Only capitalism and the placing of profit above all things, including life itself, would strive to erase the capacity to regenerate, because that is just insane. Yet Monsanto and others have been working at it for years. This is, of course, connected to power, and Shive argues it is rooted long ago when the facilitating ideas of production and value emerged.

The continuity between regeneration in human and nonhuman nature that was the basis of all ancient worldviews was broken by patriarchy. People were separated from nature, and the creativity involved in processes of regeneration was denied. Creativity became the monopoly of men, who were considered to be engaged in production; women were engaged in mere reproduction or recreation…looked upon as non-productive. (47)

Thus we enter the third phase of globalization and biopiracy, as organisms become the new colonies. While the colonisation of land became possible through new technologies of guns etc,

‘Biotechnology as the handmaiden of capital in the post-industrial era, makes it possible to colonize and control that which is autonomous, free, and self-regenerative. ‘

‘While ancient patriarchy used the symbol of the active seed and the passive earth, capitalist patriarchy, through the new biotechnologies, reconstitutes the seed as passive, and locates activity and creativity in the engineering mind. (49)

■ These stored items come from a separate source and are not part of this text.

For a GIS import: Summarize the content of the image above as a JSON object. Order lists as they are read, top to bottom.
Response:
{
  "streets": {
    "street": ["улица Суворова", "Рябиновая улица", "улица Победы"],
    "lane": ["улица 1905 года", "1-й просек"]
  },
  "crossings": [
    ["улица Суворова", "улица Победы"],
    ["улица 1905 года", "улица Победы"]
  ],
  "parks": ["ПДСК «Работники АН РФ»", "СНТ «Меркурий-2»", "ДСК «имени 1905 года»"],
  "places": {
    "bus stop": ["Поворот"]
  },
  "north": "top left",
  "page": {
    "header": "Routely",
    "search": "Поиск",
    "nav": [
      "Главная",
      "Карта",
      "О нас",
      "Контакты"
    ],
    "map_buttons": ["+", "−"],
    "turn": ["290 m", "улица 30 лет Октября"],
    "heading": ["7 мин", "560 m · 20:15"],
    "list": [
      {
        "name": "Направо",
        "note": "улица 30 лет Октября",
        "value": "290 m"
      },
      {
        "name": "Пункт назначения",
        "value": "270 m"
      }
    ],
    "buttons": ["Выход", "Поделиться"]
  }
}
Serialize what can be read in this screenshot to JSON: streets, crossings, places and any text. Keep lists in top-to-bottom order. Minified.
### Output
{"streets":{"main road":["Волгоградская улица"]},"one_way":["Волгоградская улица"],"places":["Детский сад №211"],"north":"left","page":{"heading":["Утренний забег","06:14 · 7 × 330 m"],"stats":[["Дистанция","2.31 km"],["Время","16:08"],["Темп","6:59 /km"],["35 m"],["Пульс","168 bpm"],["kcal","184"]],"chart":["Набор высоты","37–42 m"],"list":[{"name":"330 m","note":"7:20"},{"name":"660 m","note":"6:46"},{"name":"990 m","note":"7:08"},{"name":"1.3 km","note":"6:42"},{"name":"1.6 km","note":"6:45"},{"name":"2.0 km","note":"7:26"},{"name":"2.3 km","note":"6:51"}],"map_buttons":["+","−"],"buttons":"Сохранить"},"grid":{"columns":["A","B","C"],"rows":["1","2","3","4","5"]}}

‘From Terra Mater to Terra Nullius‘ — a subheading that ties all of this back to the land, back to the redefinitions of words to justify conquest and murder over centuries:

All sustainable cultures, in their diversity, have viewed the earth as terra mater. The patriarchal construct of the passivity of earth and the consequent creation of the colonial category of land as terra nullius served two purposes: it denied the existence and prior rights of original inhabitants, and it negated the regenerative capacity and life processes of the earth. (50)

Colonialism redefined indigenous peoples as part of natural flora and fauna, while the Green Revolution served as a second colonisation of earth defined as terra nullius through an erasing of the existence and importance of the ecological diversity of soil. It needed massive and expensive inputs for profit to take place.

The commodified seed is ecologically incomplete and ruptured at two levels: First, it does not reproduce itself, whereas by definition seed is a regenerative resource…Second, it does not produce by itself: it needs the help of other purchased inputs… (54)

A perfect pairing to maximise profit. Thus the patenting of seeds.

Another definition I quite love, and hope to think through more are these conceptions of ideological boundaries defined and contested:

The transformation of value into disvalue, labour into nonlabour, knowledge into non-knowledge, is achieved by two very powerful constructs: the production boundary and the creation boundary.

The production boundary is a political construct that excludes regenerative, renewable production cycles from the domain of production…When economies are confined to the marketplace, self-sufficiency in the economic domain is seen as economic deficiency. The devaluation of women’s work, and of work done in subsistence economies in the Third World, is the natural outcome of a production boundary constructed by capitalist patriarchy.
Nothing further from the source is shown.